SG/SM/8194

TRANSCRIPTION DE LA CONFERENCE DE PRESSE DU SECRETAIRE GENERAL DE L'ONU ET DU PRESIDENT DE L'ITALIE DONNEE, LE 11 AVRIL, A ROME ET A NEW YORK PAR VIDEOCONFERENCE

11/04/2002
Communiqué de presse
SG/SM/8194


TRANSCRIPTION DE LA CONFERENCE DE PRESSE DU SECRETAIRE GENERAL DE L'ONU ET DU PRESIDENT DE L'ITALIE DONNEE, LE 11 AVRIL, A ROME ET A NEW YORK PAR VIDEOCONFERENCE


Le Président de l'Italie, M. Carlo Ciampi (interprétation de l'italien): Je viens juste d'avoir une discussion approfondie avec le Secrétaire général de l'ONU et je voudrais lui souhaiter la bienvenue.  Aujourd’hui représente un jour historique pour la communauté internationale, notamment en ce qui concerne la possibilité de renforcer le système des relations multilatérales.  Maintenant, je suis heureux d'inviter le Secrétaire général, M. Kofi Annan, à faire une déclaration et une annonce importantes.


Le Secrétaire général de l'ONU, M. Kofi Annan: Merci, M. le Président.  Il y a une heure, à New York, des représentants de 10 Etats ont déposé leur instrument de ratification du Statut de Rome relatif à la Cour pénale internationale, ce qui porte à 66 le nombre de ratifications.  Ce faisant, ces Etats nous ont fait dépasser le seuil des 60 ratifications nécessaires à l'entrée en vigueur du Statut.  Le rêve si longtemps entretenu d'une cour pénale internationale permanente est maintenant une réalité.  L'impunité a subi un échec cuisant.


Je suis heureux d'être à Rome pour cet évènement historique parce que c'est ici que s'est tenue la Conférence qui a abouti à l'adoption du Statut de la Cour.  Je n'oublierai jamais mon passage à Campidoglio, le 18 juillet 1998, pour assister à l'apposition de la première signature.  Et M. le Président, vous étiez là avecmoi.  Le chaînon manquant du système juridique international est désormais en place.  Nous disposions depuis longtemps de la Cour internationale de justice pour traiter des différends entre Etats.  Mais jusqu'à ce jour, nous n'avions aucune cour permanente pour juger les individus.  La création de la nouvelle Cour comblera cette lacune.

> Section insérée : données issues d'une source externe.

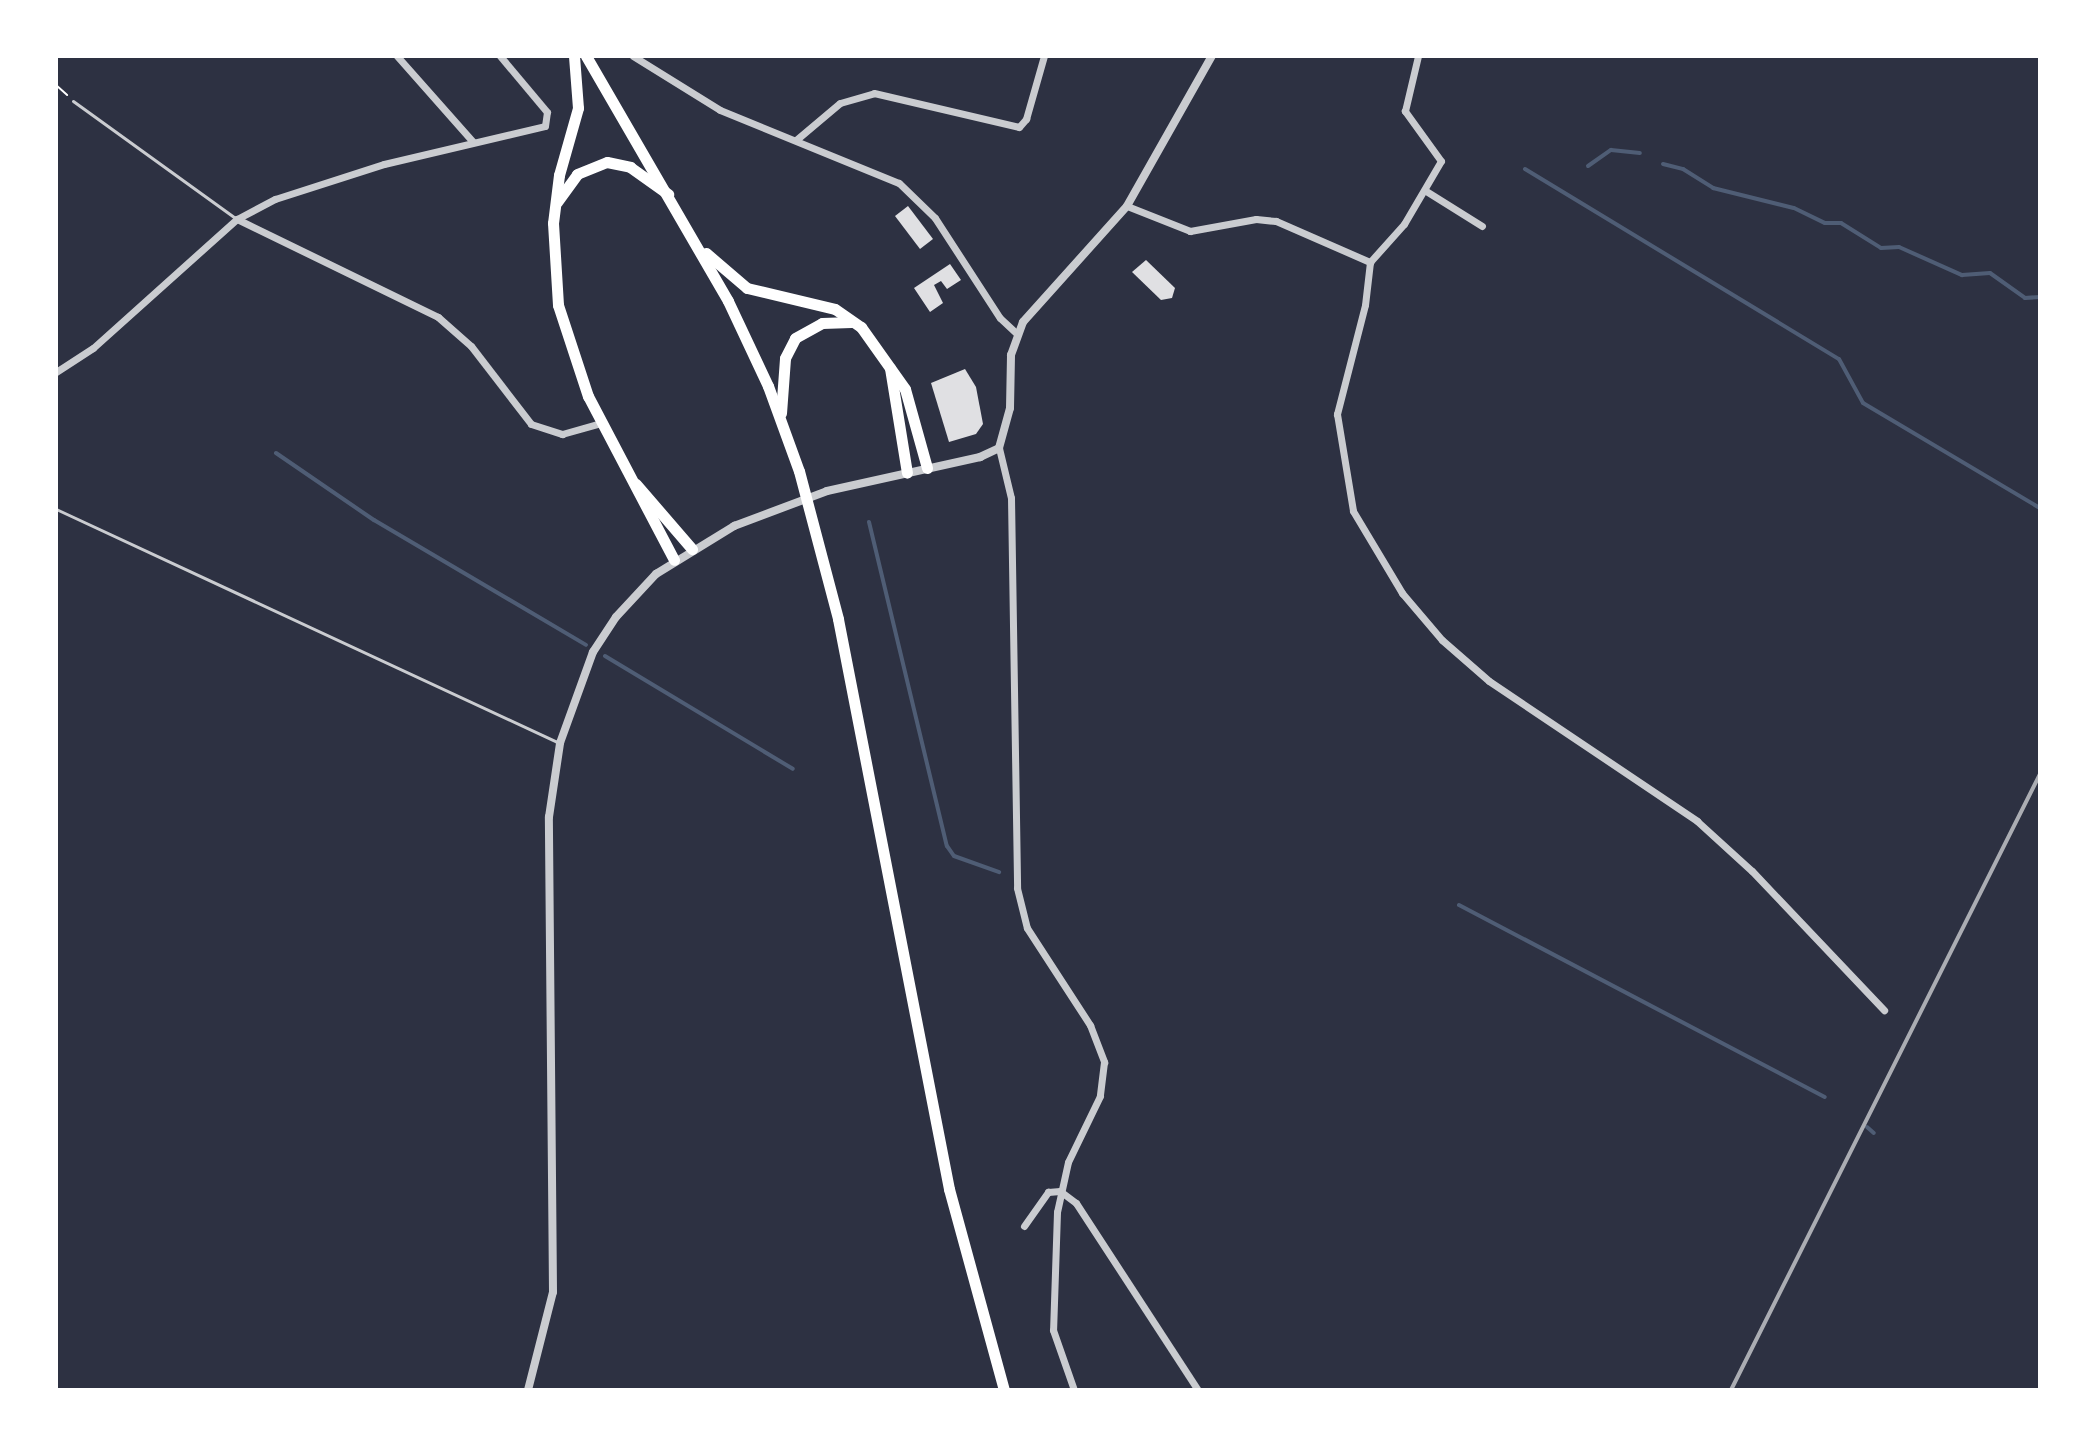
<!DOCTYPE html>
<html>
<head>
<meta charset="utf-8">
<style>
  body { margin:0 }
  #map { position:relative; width:2096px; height:1446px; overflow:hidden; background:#2d3142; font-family:"Archivo Narrow",sans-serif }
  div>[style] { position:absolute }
  .stream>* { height:4px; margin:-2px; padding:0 2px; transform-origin:2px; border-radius:2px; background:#4f5d75 }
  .building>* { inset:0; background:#e0e0e3 }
  .path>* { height:2px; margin:-1px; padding:0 1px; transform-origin:1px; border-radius:1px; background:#fff }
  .service>* { height:3px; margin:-1.5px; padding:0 1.5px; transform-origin:1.5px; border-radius:1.5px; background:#caccd0 }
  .minor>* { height:7px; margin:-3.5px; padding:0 3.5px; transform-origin:3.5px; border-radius:3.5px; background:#caccd0 }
  .tertiary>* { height:8px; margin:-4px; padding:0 4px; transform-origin:4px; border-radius:4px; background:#caccd0 }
  .trunk>* { height:11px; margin:-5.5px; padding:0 5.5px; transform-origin:5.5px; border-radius:5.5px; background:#fff }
  .rail>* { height:4px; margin:-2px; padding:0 2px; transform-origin:2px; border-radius:2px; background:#abadb3 }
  span { translate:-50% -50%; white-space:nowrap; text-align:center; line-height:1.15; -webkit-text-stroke:7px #fff; paint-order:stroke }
  .frame { position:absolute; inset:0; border:58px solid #fff; pointer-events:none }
</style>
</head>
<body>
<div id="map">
  <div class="stream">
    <div style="left:1663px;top:164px;width:21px;rotate:14deg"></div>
    <div style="left:1683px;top:169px;width:36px;rotate:32deg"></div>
    <div style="left:1713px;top:188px;width:83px;rotate:13.9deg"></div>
    <div style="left:1794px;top:208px;width:34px;rotate:26deg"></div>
    <div style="left:1825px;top:223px;width:16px"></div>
    <div style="left:1841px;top:223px;width:47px;rotate:32deg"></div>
    <div style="left:1881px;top:248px;width:18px;rotate:-3deg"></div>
    <div style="left:1899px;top:247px;width:69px;rotate:24deg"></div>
    <div style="left:1962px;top:275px;width:28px;rotate:-4deg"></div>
    <div style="left:1990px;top:273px;width:43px;rotate:35.5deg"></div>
    <div style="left:2025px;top:298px;width:15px;rotate:-4deg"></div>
    <div style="left:1588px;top:166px;width:28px;rotate:-35deg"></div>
    <div style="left:1611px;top:150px;width:29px;rotate:6deg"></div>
    <div style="left:1525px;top:169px;width:367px;rotate:31.2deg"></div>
    <div style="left:1839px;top:359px;width:50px;rotate:61.4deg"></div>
    <div style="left:1863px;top:403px;width:206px;rotate:30.7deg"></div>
    <div style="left:276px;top:453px;width:119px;rotate:34.4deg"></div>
    <div style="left:374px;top:520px;width:246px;rotate:30.5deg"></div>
    <div style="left:869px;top:522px;width:333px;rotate:76.5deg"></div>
    <div style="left:947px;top:846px;width:12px;rotate:55deg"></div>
    <div style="left:954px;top:856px;width:48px;rotate:19.6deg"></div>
    <div style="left:605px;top:656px;width:219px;rotate:31deg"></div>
    <div style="left:1459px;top:905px;width:413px;rotate:27.7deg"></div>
    <div style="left:1867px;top:1127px;width:9px;rotate:41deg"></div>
  </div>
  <div class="building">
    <div style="clip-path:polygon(908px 206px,933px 239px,920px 249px,895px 216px)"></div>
    <div style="clip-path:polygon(1146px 260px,1175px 288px,1172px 298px,1161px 300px,1132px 272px)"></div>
    <div style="clip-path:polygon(950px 264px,961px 280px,947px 289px,941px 281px,934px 285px,943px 303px,930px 312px,914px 288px)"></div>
    <div style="clip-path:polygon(965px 369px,976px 387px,983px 424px,976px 434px,949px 442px,931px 383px)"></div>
  </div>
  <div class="path">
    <div style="left:56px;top:85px;width:15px;rotate:42deg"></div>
  </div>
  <div class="service">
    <div style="left:73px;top:101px;width:200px;rotate:35.8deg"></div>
    <div style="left:56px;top:509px;width:553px;rotate:24.94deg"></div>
  </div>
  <div class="minor">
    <div style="left:397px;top:56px;width:115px;rotate:48.5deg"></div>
    <div style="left:633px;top:56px;width:102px;rotate:31.8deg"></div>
    <div style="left:720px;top:110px;width:193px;rotate:22.2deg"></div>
    <div style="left:899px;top:183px;width:50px;rotate:44.2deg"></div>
    <div style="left:935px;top:218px;width:119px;rotate:57deg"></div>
    <div style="left:1000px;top:318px;width:23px;rotate:43deg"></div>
    <div style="left:796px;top:140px;width:57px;rotate:-40.1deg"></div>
    <div style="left:840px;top:103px;width:35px;rotate:-16deg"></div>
    <div style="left:874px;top:93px;width:149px;rotate:13.2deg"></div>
    <div style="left:1019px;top:127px;width:11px;rotate:-49deg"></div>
    <div style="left:1026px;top:119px;width:66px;rotate:-74.1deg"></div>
    <div style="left:1426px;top:191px;width:66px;rotate:32deg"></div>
    <div style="left:1127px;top:206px;width:68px;rotate:21.6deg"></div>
    <div style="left:1190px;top:231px;width:67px;rotate:-10.3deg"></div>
    <div style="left:1256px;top:219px;width:20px;rotate:6deg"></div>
    <div style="left:1276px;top:221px;width:103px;rotate:23.6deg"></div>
    <div style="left:237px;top:219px;width:224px;rotate:26deg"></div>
    <div style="left:438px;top:317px;width:44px;rotate:41.3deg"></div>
    <div style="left:471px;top:346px;width:98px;rotate:52.4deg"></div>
    <div style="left:531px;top:424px;width:33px;rotate:18deg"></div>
    <div style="left:562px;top:434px;width:41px;rotate:-15.8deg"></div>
    <div style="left:1370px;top:262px;width:43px;rotate:96.6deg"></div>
    <div style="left:1365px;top:305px;width:113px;rotate:104.4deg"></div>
    <div style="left:1337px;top:414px;width:98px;rotate:80.6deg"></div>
    <div style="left:1353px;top:511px;width:96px;rotate:59.1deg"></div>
    <div style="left:1402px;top:593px;width:62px;rotate:49.6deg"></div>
    <div style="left:1442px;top:640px;width:62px;rotate:41.1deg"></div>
    <div style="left:1489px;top:681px;width:251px;rotate:33.9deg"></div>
    <div style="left:1697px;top:821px;width:74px;rotate:42.3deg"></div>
    <div style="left:1752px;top:871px;width:192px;rotate:46.5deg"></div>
    <div style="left:1370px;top:262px;width:51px;rotate:-48.2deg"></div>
    <div style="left:1404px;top:224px;width:73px;rotate:-59.6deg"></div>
    <div style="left:1441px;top:161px;width:62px;rotate:-125.8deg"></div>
    <div style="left:1405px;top:111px;width:57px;rotate:-76.7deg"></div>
    <div style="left:56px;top:372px;width:44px;rotate:-33deg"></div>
    <div style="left:93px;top:348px;width:193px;rotate:-41.9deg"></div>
    <div style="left:237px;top:219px;width:43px;rotate:-27.8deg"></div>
    <div style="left:275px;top:199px;width:114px;rotate:-17.8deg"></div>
    <div style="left:384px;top:164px;width:165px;rotate:-13.3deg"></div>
    <div style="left:545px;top:126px;width:14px;rotate:-82deg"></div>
    <div style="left:547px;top:112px;width:73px;rotate:-130deg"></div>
    <div style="left:999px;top:448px;width:51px;rotate:76.5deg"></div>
    <div style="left:1011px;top:498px;width:390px;rotate:89.1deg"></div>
    <div style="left:1017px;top:888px;width:41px;rotate:76deg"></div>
    <div style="left:1027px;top:928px;width:116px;rotate:57deg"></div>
    <div style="left:1090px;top:1025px;width:40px;rotate:69deg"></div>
    <div style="left:1104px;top:1062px;width:34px;rotate:97deg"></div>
    <div style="left:1100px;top:1096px;width:73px;rotate:115.9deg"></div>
    <div style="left:1068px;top:1162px;width:51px;rotate:102.4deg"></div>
    <div style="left:1057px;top:1212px;width:118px;rotate:91.9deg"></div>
    <div style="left:1053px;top:1330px;width:64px;rotate:70.7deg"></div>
    <div style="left:1024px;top:1226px;width:42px;rotate:-54.8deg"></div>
    <div style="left:1048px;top:1192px;width:12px;rotate:-5deg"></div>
    <div style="left:1060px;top:1191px;width:20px;rotate:37deg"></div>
    <div style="left:1076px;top:1203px;width:223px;rotate:56.9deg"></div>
  </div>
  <div class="tertiary">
    <div style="left:528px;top:1390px;width:101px;rotate:-75.7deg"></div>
    <div style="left:553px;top:1292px;width:475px;rotate:-90.5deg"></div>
    <div style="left:549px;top:817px;width:75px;rotate:-81.5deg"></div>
    <div style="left:560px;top:743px;width:97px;rotate:-70.1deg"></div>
    <div style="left:593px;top:652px;width:42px;rotate:-56.7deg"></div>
    <div style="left:616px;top:617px;width:59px;rotate:-47.1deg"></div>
    <div style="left:656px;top:574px;width:92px;rotate:-31.6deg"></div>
    <div style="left:734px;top:526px;width:99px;rotate:-20.6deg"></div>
    <div style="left:827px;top:491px;width:157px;rotate:-12.5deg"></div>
    <div style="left:980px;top:457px;width:21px;rotate:-25deg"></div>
    <div style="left:999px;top:448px;width:41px;rotate:-74.6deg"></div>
    <div style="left:1010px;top:408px;width:53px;rotate:-88.9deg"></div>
    <div style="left:1011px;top:355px;width:35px;rotate:-70deg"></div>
    <div style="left:1023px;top:322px;width:156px;rotate:-48.1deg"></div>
    <div style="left:1127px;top:206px;width:172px;rotate:-60.5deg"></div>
  </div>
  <div class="trunk">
    <div style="left:574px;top:56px;width:52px;rotate:85.6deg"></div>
    <div style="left:578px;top:108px;width:70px;rotate:105.8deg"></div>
    <div style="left:559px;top:175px;width:48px;rotate:97.1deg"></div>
    <div style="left:553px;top:223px;width:82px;rotate:86.5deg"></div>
    <div style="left:558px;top:305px;width:96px;rotate:71.8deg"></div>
    <div style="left:588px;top:396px;width:185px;rotate:62.3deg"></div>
    <div style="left:586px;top:56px;width:283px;rotate:59.9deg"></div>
    <div style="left:728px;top:301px;width:94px;rotate:64.8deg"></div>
    <div style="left:768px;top:386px;width:90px;rotate:70deg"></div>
    <div style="left:799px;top:471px;width:153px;rotate:75.2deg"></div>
    <div style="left:838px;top:619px;width:581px;rotate:78.98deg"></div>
    <div style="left:949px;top:1189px;width:208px;rotate:74.7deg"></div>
    <div style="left:557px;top:202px;width:34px;rotate:-54deg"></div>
    <div style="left:577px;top:174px;width:32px;rotate:-22deg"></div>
    <div style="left:607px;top:162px;width:24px;rotate:12deg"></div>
    <div style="left:630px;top:167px;width:47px;rotate:35.4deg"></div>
    <div style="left:706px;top:253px;width:54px;rotate:40.5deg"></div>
    <div style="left:747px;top:288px;width:90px;rotate:13.4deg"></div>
    <div style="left:835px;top:309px;width:32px;rotate:35deg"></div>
    <div style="left:861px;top:327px;width:76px;rotate:54.6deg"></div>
    <div style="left:905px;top:389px;width:82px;rotate:74.4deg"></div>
    <div style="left:890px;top:368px;width:106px;rotate:80.8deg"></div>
    <div style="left:781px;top:413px;width:55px;rotate:-85.8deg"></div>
    <div style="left:785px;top:358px;width:22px;rotate:-63deg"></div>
    <div style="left:795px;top:338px;width:31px;rotate:-29deg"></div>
    <div style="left:822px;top:323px;width:29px;rotate:-2deg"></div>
    <div style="left:636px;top:484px;width:86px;rotate:49.3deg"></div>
  </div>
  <div class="rail">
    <div style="left:1731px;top:1390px;width:689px;rotate:-63.36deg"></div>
  </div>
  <div class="frame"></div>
</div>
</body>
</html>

Le Statut entrera en vigueur le 1er juillet, soit moins de quatre ans après son adoption.  D'ici à la fin de l'année, la Cour devrait être créée et devrait fonctionner.  Les responsables des crimes de guerre, de crimes de génocide et d'autres crimes contre l'humanité ne pourront plus échapper à la justice.  L'humanité aura les moyens de se défendre en répondant au pire de la nature humaine par une des ses plus grandes réalisations, à savoir la règle de droit.


Je remercie le Gouvernement et le peuple italiens pour tout ce qu'ils ont fait pour parvenir à ce résultat.  Je félicite les 66 Etats qui ont ratifié le Statut.  Je lance un appel à tous ceux qui ne l'ont pas encore fait de suivre leur exemple.  La meilleure défense contre le mal est une Cour dans laquelle chaque pays joue son rôle.  Laissez-moi le répéter, la meilleure défense contre le mal est une Cour où chaque pays joue son rôle.


Je remercie les nombreuses ONG dont les efforts inlassables ont contribué à ce succès.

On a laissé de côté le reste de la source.